> Exercise
An exact copy of every record is needed, with all pictures omitted.

Entries supplied below:

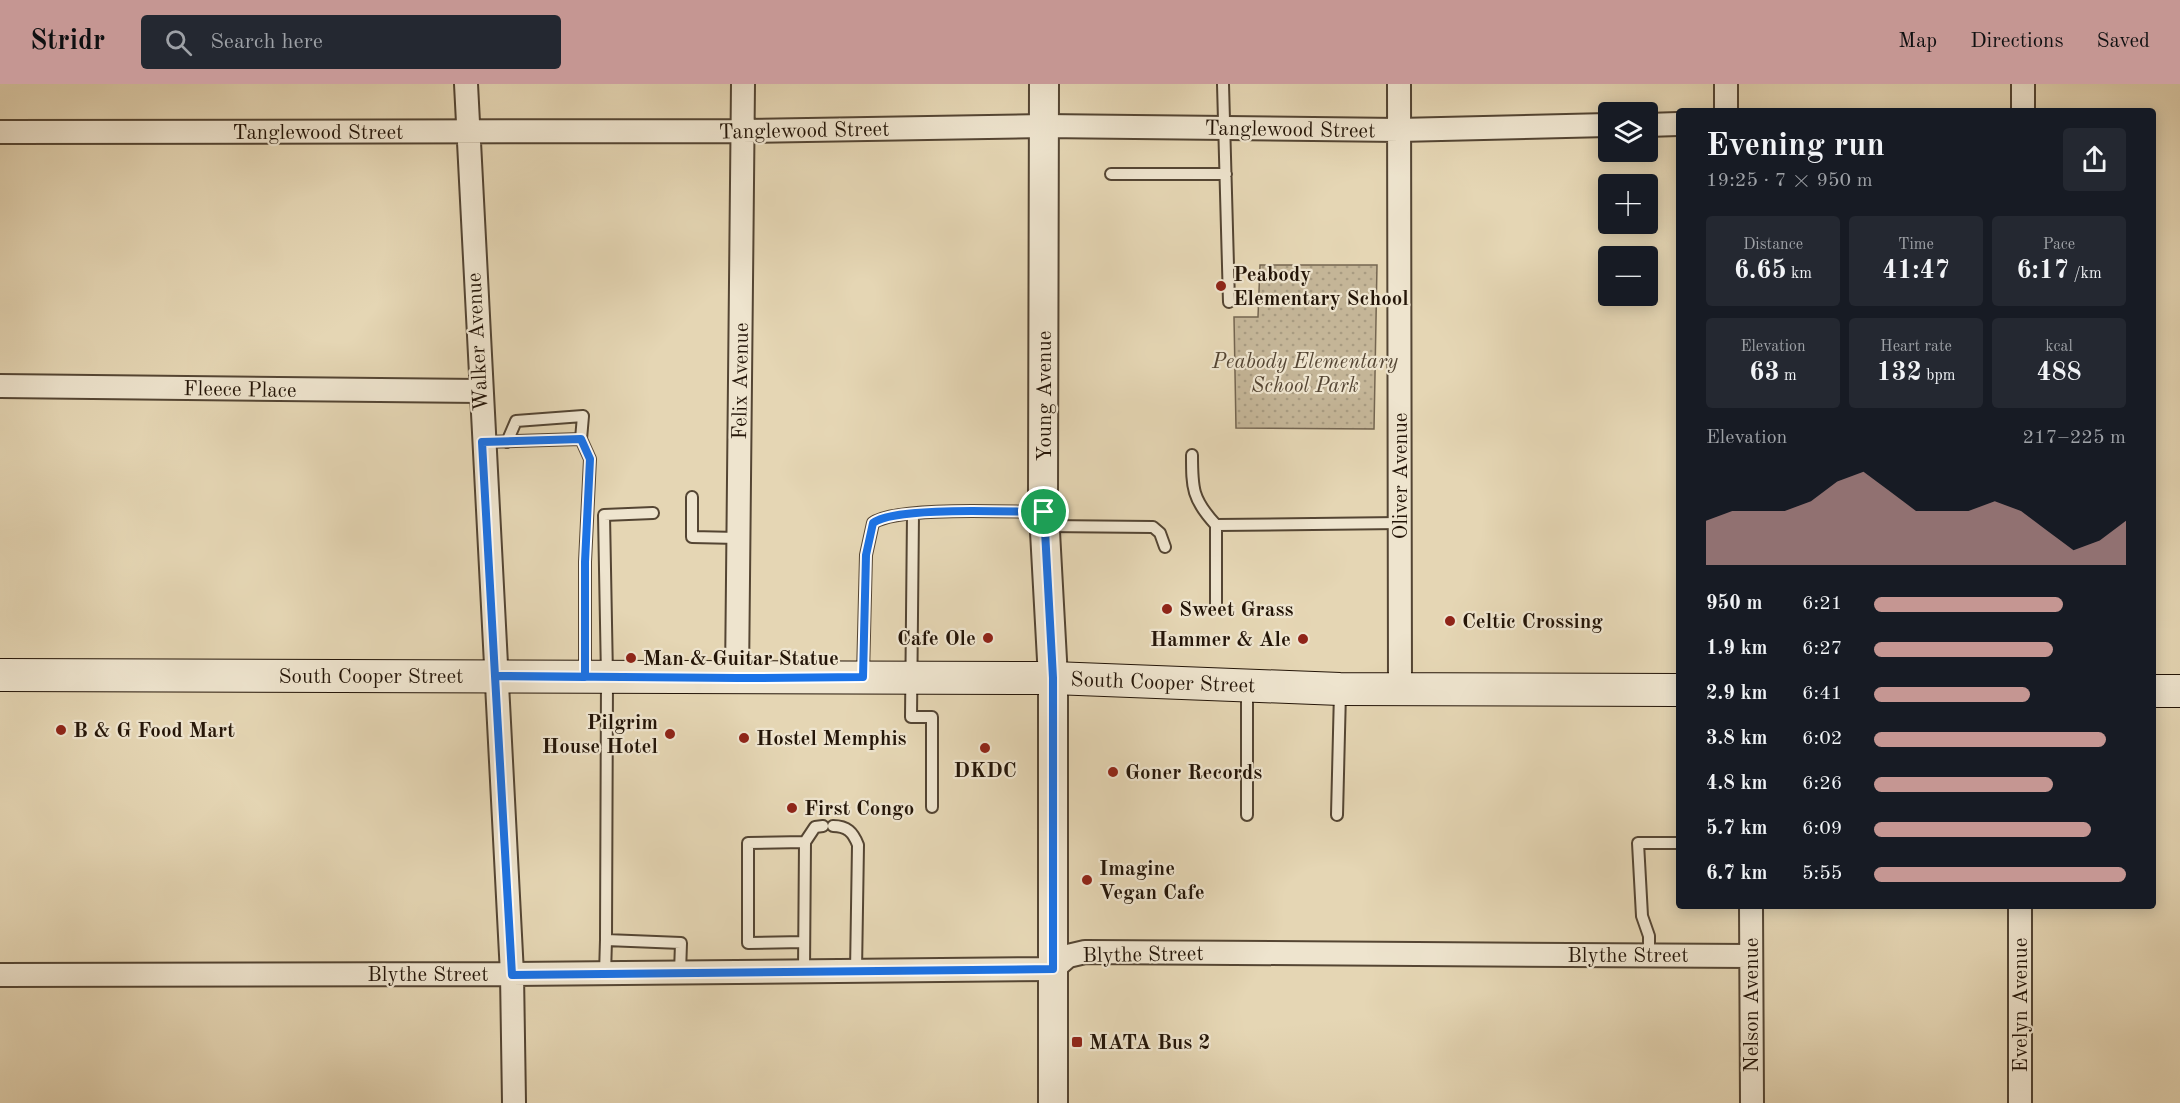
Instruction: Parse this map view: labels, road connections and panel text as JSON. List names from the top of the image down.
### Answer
{
  "streets": {
    "main road": ["South Cooper Street"],
    "street": [
      "Tanglewood Street",
      "Walker Avenue",
      "Felix Avenue",
      "Fleece Place",
      "Young Avenue",
      "Oliver Avenue",
      "Blythe Street",
      "Nelson Avenue",
      "Evelyn Avenue"
    ]
  },
  "crossings": [
    ["Tanglewood Street", "Walker Avenue"],
    ["Tanglewood Street", "Felix Avenue"],
    ["Tanglewood Street", "Young Avenue"],
    ["Tanglewood Street", "Oliver Avenue"],
    ["Walker Avenue", "Fleece Place"],
    ["Walker Avenue", "South Cooper Street"],
    ["Walker Avenue", "Blythe Street"],
    ["Felix Avenue", "South Cooper Street"],
    ["Young Avenue", "South Cooper Street"],
    ["Young Avenue", "Blythe Street"],
    ["Oliver Avenue", "South Cooper Street"],
    ["Blythe Street", "Nelson Avenue"]
  ],
  "parks": ["Peabody Elementary School Park"],
  "places": {
    "other": [
      "Peabody Elementary School",
      "Sweet Grass",
      "Celtic Crossing",
      "Cafe Ole",
      "Hammer & Ale",
      "Man & Guitar Statue",
      "B & G Food Mart",
      "Pilgrim House Hotel",
      "Hostel Memphis",
      "DKDC",
      "Goner Records",
      "First Congo",
      "Imagine Vegan Cafe"
    ],
    "transit": ["MATA Bus 2"]
  },
  "page": {
    "header": "Stridr",
    "search": "Search here",
    "nav": ["Map", "Directions", "Saved"],
    "map_buttons": ["+", "−"],
    "heading": ["Evening run", "19:25 · 7 × 950 m"],
    "stats": [
      ["Distance", "6.65 km"],
      ["Time", "41:47"],
      ["Pace", "6:17 /km"],
      ["Elevation", "63 m"],
      ["Heart rate", "132 bpm"],
      ["kcal", "488"]
    ],
    "chart": ["Elevation", "217–225 m"],
    "list": [
      {
        "name": "950 m",
        "note": "6:21"
      },
      {
        "name": "1.9 km",
        "note": "6:27"
      },
      {
        "name": "2.9 km",
        "note": "6:41"
      },
      {
        "name": "3.8 km",
        "note": "6:02"
      },
      {
        "name": "4.8 km",
        "note": "6:26"
      },
      {
        "name": "5.7 km",
        "note": "6:09"
      },
      {
        "name": "6.7 km",
        "note": "5:55"
      }
    ]
  }
}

End of Entries supplied.

> Reply
Instruction: Parse this map view: labels, road connections and panel text as JSON. List names from the top of the image down.
### Answer
{
  "streets": {
    "main road": ["South Cooper Street"],
    "street": [
      "Tanglewood Street",
      "Walker Avenue",
      "Felix Avenue",
      "Fleece Place",
      "Young Avenue",
      "Oliver Avenue",
      "Blythe Street",
      "Nelson Avenue",
      "Evelyn Avenue"
    ]
  },
  "crossings": [
    ["Tanglewood Street", "Walker Avenue"],
    ["Tanglewood Street", "Felix Avenue"],
    ["Tanglewood Street", "Young Avenue"],
    ["Tanglewood Street", "Oliver Avenue"],
    ["Walker Avenue", "Fleece Place"],
    ["Walker Avenue", "South Cooper Street"],
    ["Walker Avenue", "Blythe Street"],
    ["Felix Avenue", "South Cooper Street"],
    ["Young Avenue", "South Cooper Street"],
    ["Young Avenue", "Blythe Street"],
    ["Oliver Avenue", "South Cooper Street"],
    ["Blythe Street", "Nelson Avenue"]
  ],
  "parks": ["Peabody Elementary School Park"],
  "places": {
    "other": [
      "Peabody Elementary School",
      "Sweet Grass",
      "Celtic Crossing",
      "Cafe Ole",
      "Hammer & Ale",
      "Man & Guitar Statue",
      "B & G Food Mart",
      "Pilgrim House Hotel",
      "Hostel Memphis",
      "DKDC",
      "Goner Records",
      "First Congo",
      "Imagine Vegan Cafe"
    ],
    "transit": ["MATA Bus 2"]
  },
  "page": {
    "header": "Stridr",
    "search": "Search here",
    "nav": ["Map", "Directions", "Saved"],
    "map_buttons": ["+", "−"],
    "heading": ["Evening run", "19:25 · 7 × 950 m"],
    "stats": [
      ["Distance", "6.65 km"],
      ["Time", "41:47"],
      ["Pace", "6:17 /km"],
      ["Elevation", "63 m"],
      ["Heart rate", "132 bpm"],
      ["kcal", "488"]
    ],
    "chart": ["Elevation", "217–225 m"],
    "list": [
      {
        "name": "950 m",
        "note": "6:21"
      },
      {
        "name": "1.9 km",
        "note": "6:27"
      },
      {
        "name": "2.9 km",
        "note": "6:41"
      },
      {
        "name": "3.8 km",
        "note": "6:02"
      },
      {
        "name": "4.8 km",
        "note": "6:26"
      },
      {
        "name": "5.7 km",
        "note": "6:09"
      },
      {
        "name": "6.7 km",
        "note": "5:55"
      }
    ]
  }
}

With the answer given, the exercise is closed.